Alongside the policy of trade liberalization, in the late 80s, Zanzibar sought to utilize its historical advantage by attracting visitors to the spice island. For the benefit of our readers, Zanzibar was mostly closed to visitors for the period after the revolution of 1964 until a few years ago. It was equally difficult for a Zanzibari travelling abroad due to strict passport procurement procedures instituted by the Tanzanian government and a security cordon that was meant to protect the country from counter-revolutionary elements. During that dark period of Zanzibar’s history, other countries in East Africa notably Kenya and island states in the Indian Ocean advertised their tourism industry to the Western world bringing in thousands of tourists annually. For example, Mombasa, which shares a similar history as Zanzibar became a popular tourist destination and completely masked the potential of the latter.
Zanzibar’s tourism potential emanates mainly from its rich history, the stone town, and the crystalline sandy beaches that fill its seashores. There are some who contend that these features are not unique to Zanzibar and that our neighbours perhaps have an advantage due to their proximity to rich wildlife. Yet others mention the clove industry and marine resources as being features that keep Zanzibar at par with the potential existing elsewhere in the region. In any case, Zanzibar seems to have found its niche in the tourism industry and at present close to 100 000 tourists visit the archipelago annually. This is largely a result of its decision to open up to foreign investors who have built hotels and resorts all around Zanzibar.

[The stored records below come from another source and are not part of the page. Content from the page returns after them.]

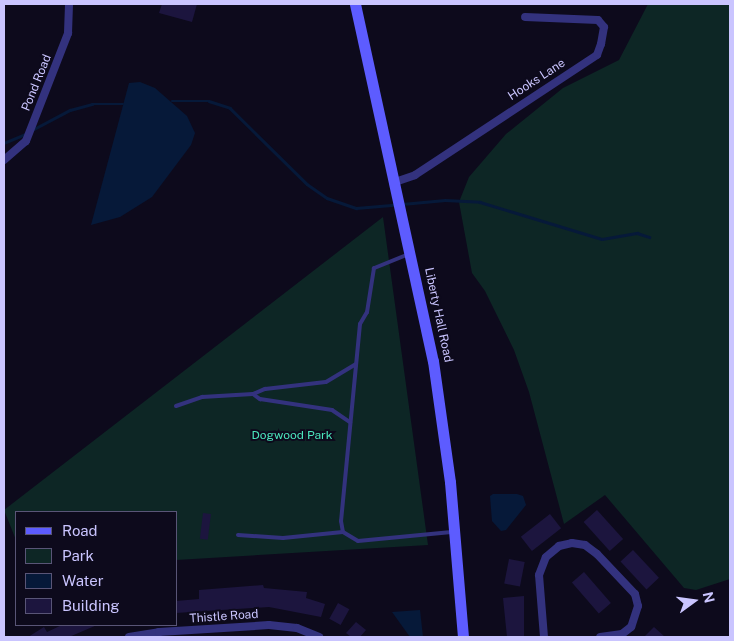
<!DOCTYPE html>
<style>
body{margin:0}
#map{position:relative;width:734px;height:641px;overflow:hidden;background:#0d0a1c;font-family:"Public Sans",sans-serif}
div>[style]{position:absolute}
.green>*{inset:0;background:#0d2625}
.water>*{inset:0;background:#061939}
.stream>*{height:2.5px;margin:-1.25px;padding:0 1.25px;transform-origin:1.25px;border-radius:1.25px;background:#061939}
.building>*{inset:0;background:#1c153e;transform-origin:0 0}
.service>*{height:4px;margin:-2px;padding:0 2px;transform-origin:2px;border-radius:2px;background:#33327e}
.minor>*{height:8px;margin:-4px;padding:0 4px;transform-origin:4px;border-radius:4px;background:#33327e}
.secondary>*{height:11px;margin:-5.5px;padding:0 5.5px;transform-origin:5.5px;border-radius:5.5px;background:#5d5cff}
span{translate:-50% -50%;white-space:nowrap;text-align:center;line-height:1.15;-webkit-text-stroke:4px #0d0a1c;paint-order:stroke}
.street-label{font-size:12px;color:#cac5ff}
.park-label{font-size:12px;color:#4be5bc}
.frame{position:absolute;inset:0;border:5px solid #cac5ff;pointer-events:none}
.legend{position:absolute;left:15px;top:511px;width:162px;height:115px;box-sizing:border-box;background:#0d0a1c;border:1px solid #595577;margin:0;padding:6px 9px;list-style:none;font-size:15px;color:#cac5ff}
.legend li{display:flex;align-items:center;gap:10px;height:25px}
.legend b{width:25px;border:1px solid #595577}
.north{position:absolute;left:669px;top:576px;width:50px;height:50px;-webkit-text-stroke:4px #0d0a1c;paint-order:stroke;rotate:76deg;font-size:14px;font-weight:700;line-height:20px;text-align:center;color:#cac5ff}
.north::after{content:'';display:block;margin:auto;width:18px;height:22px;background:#cac5ff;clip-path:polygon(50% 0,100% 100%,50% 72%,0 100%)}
</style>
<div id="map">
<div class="green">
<div style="clip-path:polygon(648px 4px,730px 4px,730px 579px,696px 590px,684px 588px,605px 495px,564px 524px,529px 392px,514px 350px,485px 291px,472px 273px,459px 202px,469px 177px,506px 134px,563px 88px,619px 60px)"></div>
<div style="clip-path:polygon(383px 217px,428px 545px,176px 560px,176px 512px,16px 512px,16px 540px,4px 510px)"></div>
</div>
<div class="water">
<div style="clip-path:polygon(140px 82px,155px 88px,187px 116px,195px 133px,191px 145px,152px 197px,120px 217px,91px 225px,129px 83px)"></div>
<div style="clip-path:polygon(493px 494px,517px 494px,523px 496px,526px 505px,506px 530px,501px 531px,492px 521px,490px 496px)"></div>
<div style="clip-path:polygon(420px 610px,423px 637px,410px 637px,392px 612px)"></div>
</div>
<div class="stream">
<div style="left:172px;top:101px;width:37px"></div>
<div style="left:209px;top:101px;width:22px;rotate:18deg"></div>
<div style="left:230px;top:108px;width:108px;rotate:44.6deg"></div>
<div style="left:307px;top:184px;width:24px;rotate:35deg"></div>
<div style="left:327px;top:198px;width:31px;rotate:19deg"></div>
<div style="left:356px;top:208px;width:38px;rotate:-5deg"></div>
<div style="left:32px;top:130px;width:43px;rotate:-27.8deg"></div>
<div style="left:70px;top:110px;width:23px;rotate:-15deg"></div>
<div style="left:92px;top:104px;width:31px"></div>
<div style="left:4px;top:143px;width:25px;rotate:-23deg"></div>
<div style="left:402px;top:204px;width:43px;rotate:-5.3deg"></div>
<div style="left:445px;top:200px;width:35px;rotate:3deg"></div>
<div style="left:480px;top:202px;width:127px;rotate:16.9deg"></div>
<div style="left:602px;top:239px;width:36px;rotate:-10deg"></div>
<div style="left:637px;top:233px;width:13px;rotate:18deg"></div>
</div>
<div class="building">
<div style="clip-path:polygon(162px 4px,197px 4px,192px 22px,159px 13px)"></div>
<div style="left:597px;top:510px;width:39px;height:18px;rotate:48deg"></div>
<div style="left:203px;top:513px;width:8px;height:26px;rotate:7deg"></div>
<div style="left:550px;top:514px;width:18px;height:37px;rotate:52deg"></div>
<div style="left:633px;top:550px;width:38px;height:17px;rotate:47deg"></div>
<div style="left:509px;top:559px;width:16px;height:25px;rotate:11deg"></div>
<div style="left:584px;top:572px;width:41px;height:16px;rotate:49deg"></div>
<div style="clip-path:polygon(263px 585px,264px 588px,307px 592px,306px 598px,325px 604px,321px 617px,269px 607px,176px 613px,176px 601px,199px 599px,199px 590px)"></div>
<div style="clip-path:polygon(524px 596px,524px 637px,507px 637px,503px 598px)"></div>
<div style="left:338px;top:603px;width:13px;height:18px;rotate:29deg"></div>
<div style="clip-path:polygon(356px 622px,366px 630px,360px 637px,351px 637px,346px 633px)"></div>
<div style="clip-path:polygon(62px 625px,97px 625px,69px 637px,28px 637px,44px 627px,47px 632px)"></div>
<div style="clip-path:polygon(654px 627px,665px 637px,644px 637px)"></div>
</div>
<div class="service">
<div style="left:409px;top:254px;width:38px;rotate:158deg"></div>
<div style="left:374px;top:268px;width:45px;rotate:99deg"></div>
<div style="left:367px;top:312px;width:14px;rotate:120deg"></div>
<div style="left:360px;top:324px;width:198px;rotate:95.5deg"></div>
<div style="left:341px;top:521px;width:11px;rotate:80deg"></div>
<div style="left:343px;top:532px;width:17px;rotate:31deg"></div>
<div style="left:358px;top:541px;width:94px;rotate:-5.5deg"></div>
<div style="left:253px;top:394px;width:13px;rotate:-23deg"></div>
<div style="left:265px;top:389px;width:61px;rotate:-6.5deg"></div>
<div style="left:326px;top:382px;width:35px;rotate:-31deg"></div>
<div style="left:176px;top:406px;width:28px;rotate:-19deg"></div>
<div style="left:202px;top:397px;width:51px;rotate:-3.4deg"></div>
<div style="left:253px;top:394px;width:9px;rotate:36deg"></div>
<div style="left:260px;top:399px;width:73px;rotate:8.7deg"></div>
<div style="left:332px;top:410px;width:22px;rotate:34deg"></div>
<div style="left:238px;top:535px;width:45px;rotate:3.8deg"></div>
<div style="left:283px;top:538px;width:60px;rotate:-5.7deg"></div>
</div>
<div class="minor">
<div style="left:4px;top:160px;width:29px;rotate:-41deg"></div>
<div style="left:26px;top:141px;width:116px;rotate:-68.7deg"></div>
<div style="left:68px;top:33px;width:29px;rotate:-88deg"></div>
<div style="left:395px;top:182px;width:21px;rotate:-19deg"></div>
<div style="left:415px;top:175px;width:218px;rotate:-33.4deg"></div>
<div style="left:597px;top:55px;width:12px;rotate:-70deg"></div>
<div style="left:601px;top:44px;width:17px;rotate:-80deg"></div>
<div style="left:604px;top:27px;width:9px;rotate:-131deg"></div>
<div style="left:598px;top:20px;width:73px;rotate:-177.6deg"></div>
<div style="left:129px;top:637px;width:30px;rotate:-9deg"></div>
<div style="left:159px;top:632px;width:110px;rotate:-3.6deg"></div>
<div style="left:269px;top:625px;width:28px;rotate:6deg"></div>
<div style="left:297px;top:628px;width:24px;rotate:22deg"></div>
<div style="left:544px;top:637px;width:62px;rotate:-94.6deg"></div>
<div style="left:539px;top:575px;width:19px;rotate:-69deg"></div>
<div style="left:546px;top:557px;width:17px;rotate:-40deg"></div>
<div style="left:559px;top:546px;width:13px;rotate:-13deg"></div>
<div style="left:572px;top:543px;width:13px;rotate:9deg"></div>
<div style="left:585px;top:545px;width:15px;rotate:37deg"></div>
<div style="left:597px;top:554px;width:55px;rotate:46.5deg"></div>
<div style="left:635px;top:594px;width:12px;rotate:76deg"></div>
<div style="left:638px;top:606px;width:22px;rotate:108deg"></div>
<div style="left:631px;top:627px;width:11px;rotate:142deg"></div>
<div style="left:622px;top:634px;width:22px;rotate:172deg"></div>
</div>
<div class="secondary">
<div style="left:355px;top:4px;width:365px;rotate:77.7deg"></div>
<div style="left:433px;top:361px;width:122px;rotate:82deg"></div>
<div style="left:450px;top:482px;width:156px;rotate:85.2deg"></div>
</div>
<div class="street-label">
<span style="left:537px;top:80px;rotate:-33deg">Hooks Lane</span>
<span style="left:37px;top:83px;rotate:-68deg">Pond Road</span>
<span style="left:438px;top:315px;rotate:78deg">Liberty Hall Road</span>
<span style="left:224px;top:617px;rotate:-4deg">Thistle Road</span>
</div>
<div class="park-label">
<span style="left:292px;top:436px">Dogwood Park</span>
</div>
<div class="frame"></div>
<ul class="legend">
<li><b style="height:6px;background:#5d5cff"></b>Road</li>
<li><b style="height:14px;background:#0d2625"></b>Park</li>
<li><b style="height:14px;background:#061939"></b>Water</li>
<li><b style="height:14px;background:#1c153e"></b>Building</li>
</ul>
<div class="north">N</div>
</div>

The benefits of tourism to Zanzibar’s economy are difficult to measure. There are conflicting arguments where some mention of a positive link between tourism and other sectors of the economy. Supporters often cite employment opportunities and higher prices for goods and services as a result of the demand created by incoming tourists. Opponents view the tourism industry as being the cause of cultural erosion in Zanzibar and the source of all evils. Prostitution, drugs and crimes have increased tremendously in the last two decades. Above all, opponents are of the opinion that Zanzibar does not directly benefit from tourism because most of the visitors pay directly to foreign agencies in their respective countries before beginning their journey to the spice island. The only visitors who seem to pay directly to local agencies are the so-called “backpack tourists”, whose expenditure while in the country is very minimal.